:: Problem to solve ::
This task calls for copying every line in the data below that contains the word "lane".

:: Source data ::
◆ ◆ ◆ ◆ ◆

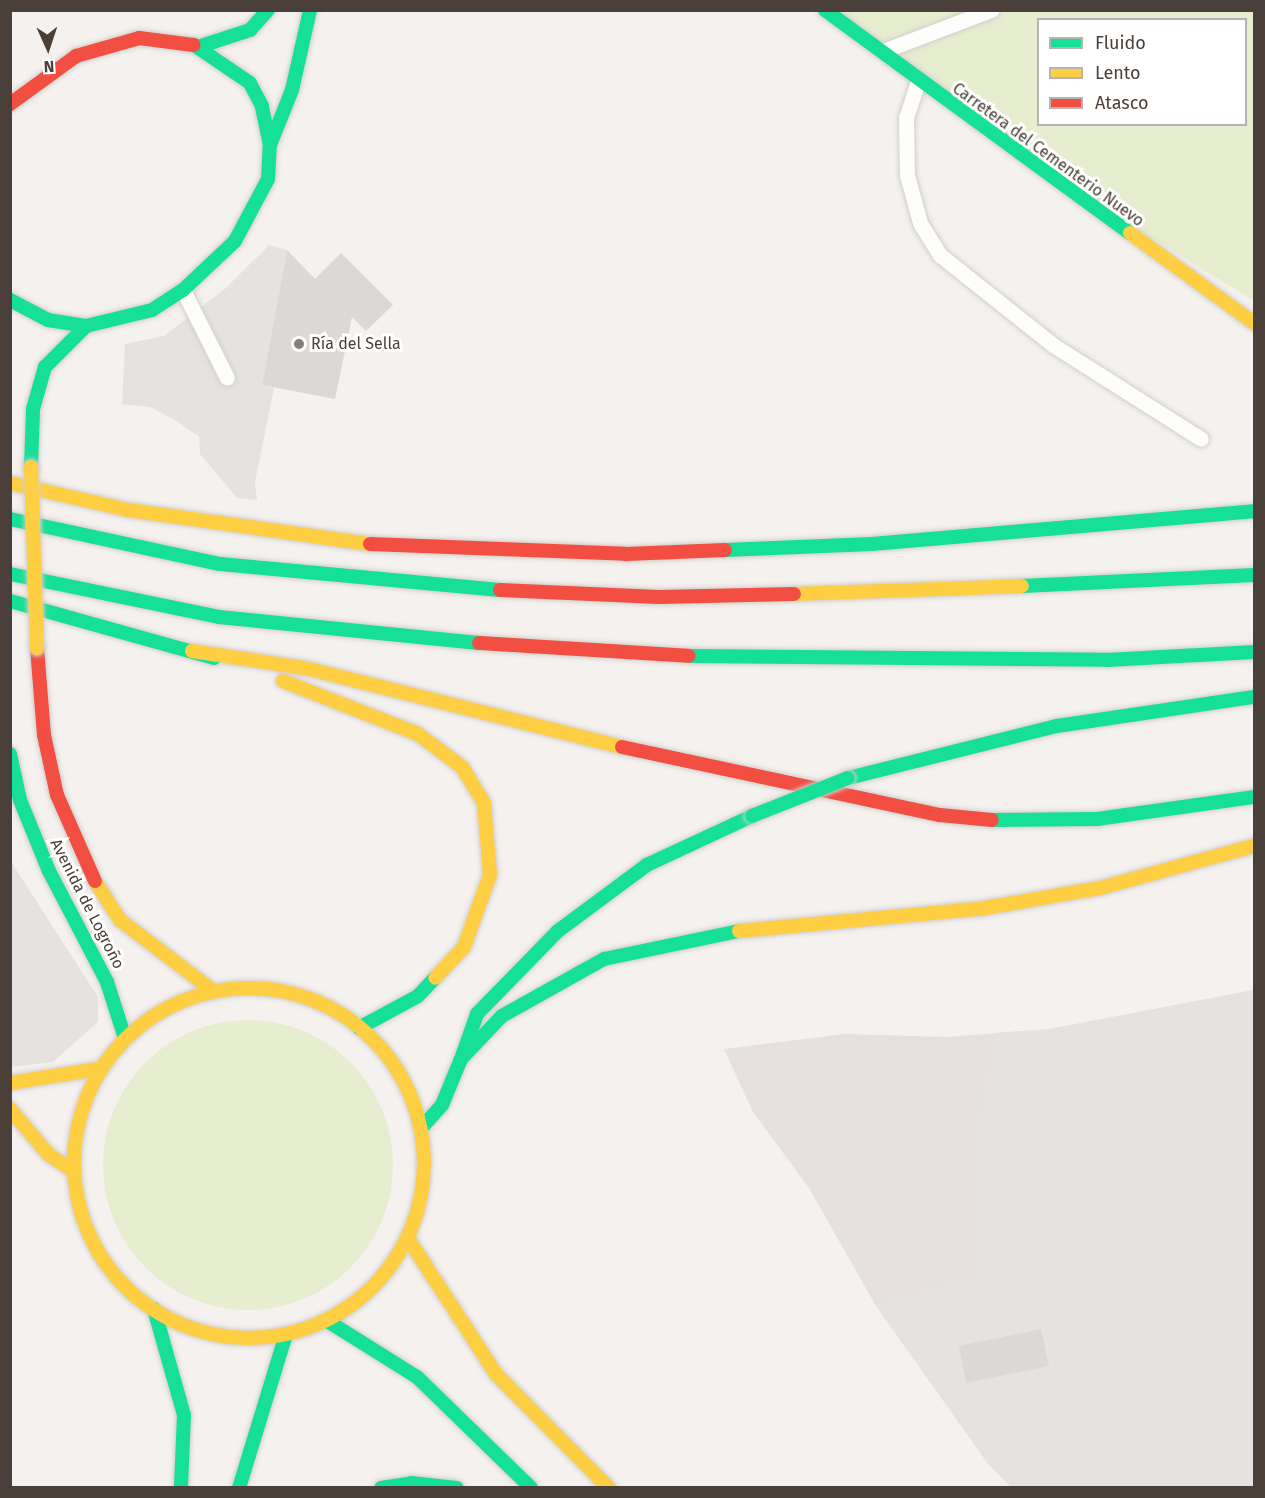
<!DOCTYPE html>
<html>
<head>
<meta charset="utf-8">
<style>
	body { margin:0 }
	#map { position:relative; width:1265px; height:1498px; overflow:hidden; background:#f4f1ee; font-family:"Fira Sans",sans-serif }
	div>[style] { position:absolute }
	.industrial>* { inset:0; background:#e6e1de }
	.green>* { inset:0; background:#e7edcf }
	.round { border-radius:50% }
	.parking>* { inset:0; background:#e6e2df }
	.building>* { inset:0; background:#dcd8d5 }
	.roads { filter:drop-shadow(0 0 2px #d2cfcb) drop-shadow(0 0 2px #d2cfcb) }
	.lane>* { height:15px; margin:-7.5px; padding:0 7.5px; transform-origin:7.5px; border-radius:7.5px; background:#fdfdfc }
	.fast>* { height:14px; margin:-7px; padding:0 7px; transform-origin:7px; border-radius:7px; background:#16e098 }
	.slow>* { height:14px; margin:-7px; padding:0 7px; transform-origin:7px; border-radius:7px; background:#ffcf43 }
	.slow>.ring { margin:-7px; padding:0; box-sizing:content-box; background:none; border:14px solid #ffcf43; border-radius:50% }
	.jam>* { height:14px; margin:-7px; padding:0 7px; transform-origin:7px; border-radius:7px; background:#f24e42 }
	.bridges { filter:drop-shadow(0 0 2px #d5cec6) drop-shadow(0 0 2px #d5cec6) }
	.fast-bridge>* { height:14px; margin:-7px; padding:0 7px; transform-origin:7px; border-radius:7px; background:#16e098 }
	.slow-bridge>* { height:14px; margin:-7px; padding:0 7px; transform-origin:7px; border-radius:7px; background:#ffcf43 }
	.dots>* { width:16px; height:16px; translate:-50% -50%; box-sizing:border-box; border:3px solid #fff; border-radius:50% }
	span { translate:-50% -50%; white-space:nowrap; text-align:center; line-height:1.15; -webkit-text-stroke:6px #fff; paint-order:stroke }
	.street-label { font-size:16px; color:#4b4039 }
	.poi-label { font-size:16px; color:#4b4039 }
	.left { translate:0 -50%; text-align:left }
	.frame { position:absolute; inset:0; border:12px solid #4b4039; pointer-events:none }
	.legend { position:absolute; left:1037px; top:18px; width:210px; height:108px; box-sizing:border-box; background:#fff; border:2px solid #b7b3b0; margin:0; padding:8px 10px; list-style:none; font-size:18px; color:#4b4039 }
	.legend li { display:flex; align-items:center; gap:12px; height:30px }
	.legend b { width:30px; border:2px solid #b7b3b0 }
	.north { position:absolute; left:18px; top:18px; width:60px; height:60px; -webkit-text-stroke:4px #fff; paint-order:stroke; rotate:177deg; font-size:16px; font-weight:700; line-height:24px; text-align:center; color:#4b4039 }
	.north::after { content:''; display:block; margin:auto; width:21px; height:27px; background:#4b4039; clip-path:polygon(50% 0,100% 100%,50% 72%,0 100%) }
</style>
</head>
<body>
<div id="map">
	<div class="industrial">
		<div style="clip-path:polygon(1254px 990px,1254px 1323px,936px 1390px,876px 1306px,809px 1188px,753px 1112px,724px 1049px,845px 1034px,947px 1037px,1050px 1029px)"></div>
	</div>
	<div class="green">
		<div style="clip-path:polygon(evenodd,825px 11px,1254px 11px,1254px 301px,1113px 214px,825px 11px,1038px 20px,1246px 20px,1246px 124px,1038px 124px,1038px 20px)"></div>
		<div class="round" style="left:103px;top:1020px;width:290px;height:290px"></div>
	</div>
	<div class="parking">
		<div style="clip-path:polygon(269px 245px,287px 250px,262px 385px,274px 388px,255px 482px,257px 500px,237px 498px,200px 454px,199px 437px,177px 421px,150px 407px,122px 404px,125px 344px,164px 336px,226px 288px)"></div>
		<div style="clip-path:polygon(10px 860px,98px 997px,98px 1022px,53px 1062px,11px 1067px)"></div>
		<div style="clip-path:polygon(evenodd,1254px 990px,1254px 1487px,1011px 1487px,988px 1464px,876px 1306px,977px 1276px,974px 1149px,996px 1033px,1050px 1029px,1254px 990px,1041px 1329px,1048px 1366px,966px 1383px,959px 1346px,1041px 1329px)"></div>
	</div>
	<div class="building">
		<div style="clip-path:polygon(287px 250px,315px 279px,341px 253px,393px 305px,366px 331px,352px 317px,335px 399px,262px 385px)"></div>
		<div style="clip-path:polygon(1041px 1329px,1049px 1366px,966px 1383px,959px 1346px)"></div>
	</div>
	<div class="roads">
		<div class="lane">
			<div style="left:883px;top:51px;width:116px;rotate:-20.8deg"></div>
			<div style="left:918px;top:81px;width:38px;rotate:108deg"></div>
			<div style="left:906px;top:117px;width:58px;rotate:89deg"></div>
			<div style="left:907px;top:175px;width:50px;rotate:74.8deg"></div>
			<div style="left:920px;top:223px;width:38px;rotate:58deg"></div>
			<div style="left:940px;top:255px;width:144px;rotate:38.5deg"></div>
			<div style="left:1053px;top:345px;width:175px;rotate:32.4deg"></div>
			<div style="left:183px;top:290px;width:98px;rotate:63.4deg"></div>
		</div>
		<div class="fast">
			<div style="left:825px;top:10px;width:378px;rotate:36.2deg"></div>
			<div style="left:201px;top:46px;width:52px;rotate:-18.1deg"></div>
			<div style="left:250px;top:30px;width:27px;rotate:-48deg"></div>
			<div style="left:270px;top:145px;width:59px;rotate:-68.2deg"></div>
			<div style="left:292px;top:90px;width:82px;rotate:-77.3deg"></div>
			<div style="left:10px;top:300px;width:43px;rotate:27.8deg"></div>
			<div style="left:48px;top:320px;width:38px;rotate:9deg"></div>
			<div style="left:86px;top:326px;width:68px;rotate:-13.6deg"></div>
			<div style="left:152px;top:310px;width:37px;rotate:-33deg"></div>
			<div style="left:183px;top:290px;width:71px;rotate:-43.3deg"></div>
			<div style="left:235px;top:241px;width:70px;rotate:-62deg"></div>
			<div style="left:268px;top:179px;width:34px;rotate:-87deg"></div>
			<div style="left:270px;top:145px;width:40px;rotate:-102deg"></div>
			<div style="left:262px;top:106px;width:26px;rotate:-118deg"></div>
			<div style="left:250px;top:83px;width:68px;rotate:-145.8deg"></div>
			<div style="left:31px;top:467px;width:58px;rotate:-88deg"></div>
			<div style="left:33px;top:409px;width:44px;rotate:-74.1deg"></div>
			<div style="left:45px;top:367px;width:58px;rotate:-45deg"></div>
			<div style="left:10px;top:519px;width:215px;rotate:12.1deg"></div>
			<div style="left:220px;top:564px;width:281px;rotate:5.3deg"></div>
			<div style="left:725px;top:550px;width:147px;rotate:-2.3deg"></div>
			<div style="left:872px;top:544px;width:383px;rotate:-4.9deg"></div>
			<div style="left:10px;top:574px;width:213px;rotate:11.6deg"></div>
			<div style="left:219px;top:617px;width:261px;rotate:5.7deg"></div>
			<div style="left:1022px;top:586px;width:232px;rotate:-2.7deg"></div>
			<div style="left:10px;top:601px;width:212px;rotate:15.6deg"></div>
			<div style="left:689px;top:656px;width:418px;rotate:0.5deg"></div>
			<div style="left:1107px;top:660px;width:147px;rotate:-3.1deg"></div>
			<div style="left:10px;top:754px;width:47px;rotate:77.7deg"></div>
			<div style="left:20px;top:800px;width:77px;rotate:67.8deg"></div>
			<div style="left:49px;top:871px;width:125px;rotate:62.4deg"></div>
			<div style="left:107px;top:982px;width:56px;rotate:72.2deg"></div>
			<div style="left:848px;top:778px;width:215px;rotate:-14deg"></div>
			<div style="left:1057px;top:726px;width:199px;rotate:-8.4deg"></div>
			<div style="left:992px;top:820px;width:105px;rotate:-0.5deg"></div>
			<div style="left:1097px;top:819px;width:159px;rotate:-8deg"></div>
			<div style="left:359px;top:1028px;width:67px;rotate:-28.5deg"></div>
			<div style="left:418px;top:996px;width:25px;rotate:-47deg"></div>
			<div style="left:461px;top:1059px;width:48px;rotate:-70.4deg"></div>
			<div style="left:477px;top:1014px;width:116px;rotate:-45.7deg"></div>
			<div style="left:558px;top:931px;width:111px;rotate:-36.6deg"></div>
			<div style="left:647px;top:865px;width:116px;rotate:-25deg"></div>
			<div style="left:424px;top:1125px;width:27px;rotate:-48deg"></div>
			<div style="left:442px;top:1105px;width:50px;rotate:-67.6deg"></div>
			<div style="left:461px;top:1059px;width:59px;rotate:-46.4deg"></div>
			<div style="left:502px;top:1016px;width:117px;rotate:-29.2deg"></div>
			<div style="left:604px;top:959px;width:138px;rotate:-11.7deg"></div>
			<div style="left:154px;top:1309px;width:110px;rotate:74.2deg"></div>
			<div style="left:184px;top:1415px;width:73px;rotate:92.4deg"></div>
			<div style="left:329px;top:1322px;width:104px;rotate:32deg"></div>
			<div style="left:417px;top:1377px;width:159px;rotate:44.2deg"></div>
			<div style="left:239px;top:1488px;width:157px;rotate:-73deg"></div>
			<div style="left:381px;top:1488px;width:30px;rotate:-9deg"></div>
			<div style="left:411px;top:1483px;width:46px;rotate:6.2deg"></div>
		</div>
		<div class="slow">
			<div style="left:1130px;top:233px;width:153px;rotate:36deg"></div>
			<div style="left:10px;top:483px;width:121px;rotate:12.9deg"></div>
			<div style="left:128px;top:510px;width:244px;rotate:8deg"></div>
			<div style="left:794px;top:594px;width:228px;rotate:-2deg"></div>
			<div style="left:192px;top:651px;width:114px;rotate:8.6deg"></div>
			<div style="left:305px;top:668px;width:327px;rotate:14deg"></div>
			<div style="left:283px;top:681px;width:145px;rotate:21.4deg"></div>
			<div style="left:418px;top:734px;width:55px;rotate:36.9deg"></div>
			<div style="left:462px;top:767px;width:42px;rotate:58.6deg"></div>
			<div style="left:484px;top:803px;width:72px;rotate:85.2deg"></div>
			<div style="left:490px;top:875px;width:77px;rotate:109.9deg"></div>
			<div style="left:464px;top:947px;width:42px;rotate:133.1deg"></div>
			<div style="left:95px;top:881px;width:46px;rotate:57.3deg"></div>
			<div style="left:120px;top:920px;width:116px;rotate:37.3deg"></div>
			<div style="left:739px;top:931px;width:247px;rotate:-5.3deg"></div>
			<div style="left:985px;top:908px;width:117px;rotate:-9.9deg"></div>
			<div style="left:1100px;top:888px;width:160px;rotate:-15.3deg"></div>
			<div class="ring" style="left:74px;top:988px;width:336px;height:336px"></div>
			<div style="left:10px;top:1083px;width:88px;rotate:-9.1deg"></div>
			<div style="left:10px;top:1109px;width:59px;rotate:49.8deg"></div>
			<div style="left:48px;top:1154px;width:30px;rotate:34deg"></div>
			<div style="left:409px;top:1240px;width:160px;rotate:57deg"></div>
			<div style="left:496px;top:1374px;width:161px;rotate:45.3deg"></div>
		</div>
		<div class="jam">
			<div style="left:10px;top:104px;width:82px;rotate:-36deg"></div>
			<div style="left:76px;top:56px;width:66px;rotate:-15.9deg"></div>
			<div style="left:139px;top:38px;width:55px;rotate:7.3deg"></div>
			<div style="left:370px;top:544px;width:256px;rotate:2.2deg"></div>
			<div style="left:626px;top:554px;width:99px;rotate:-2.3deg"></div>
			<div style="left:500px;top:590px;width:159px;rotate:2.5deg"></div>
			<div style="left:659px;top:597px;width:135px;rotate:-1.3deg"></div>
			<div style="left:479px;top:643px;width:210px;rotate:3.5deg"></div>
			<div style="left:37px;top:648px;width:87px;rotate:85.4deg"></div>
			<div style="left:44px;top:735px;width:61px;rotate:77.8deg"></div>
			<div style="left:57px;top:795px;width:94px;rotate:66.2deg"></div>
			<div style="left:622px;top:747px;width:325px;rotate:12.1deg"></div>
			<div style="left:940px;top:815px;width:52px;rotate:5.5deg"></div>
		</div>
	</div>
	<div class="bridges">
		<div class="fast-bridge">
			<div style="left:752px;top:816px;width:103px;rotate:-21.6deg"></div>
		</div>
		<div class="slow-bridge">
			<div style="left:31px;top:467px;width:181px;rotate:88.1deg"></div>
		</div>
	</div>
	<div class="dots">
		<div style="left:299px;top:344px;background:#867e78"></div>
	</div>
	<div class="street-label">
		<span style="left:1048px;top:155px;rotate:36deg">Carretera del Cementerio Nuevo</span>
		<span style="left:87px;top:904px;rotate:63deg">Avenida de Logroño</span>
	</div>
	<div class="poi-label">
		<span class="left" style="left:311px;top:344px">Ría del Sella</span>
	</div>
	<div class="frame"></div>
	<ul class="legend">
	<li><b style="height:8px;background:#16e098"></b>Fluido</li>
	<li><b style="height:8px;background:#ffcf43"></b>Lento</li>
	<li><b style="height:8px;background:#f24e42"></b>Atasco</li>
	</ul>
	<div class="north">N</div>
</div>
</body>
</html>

◆ ◆ ◆ ◆ ◆

:: Completed exercise ::
	.lane>* { height:15px; margin:-7.5px; padding:0 7.5px; transform-origin:7.5px; border-radius:7.5px; background:#fdfdfc }
		<div class="lane">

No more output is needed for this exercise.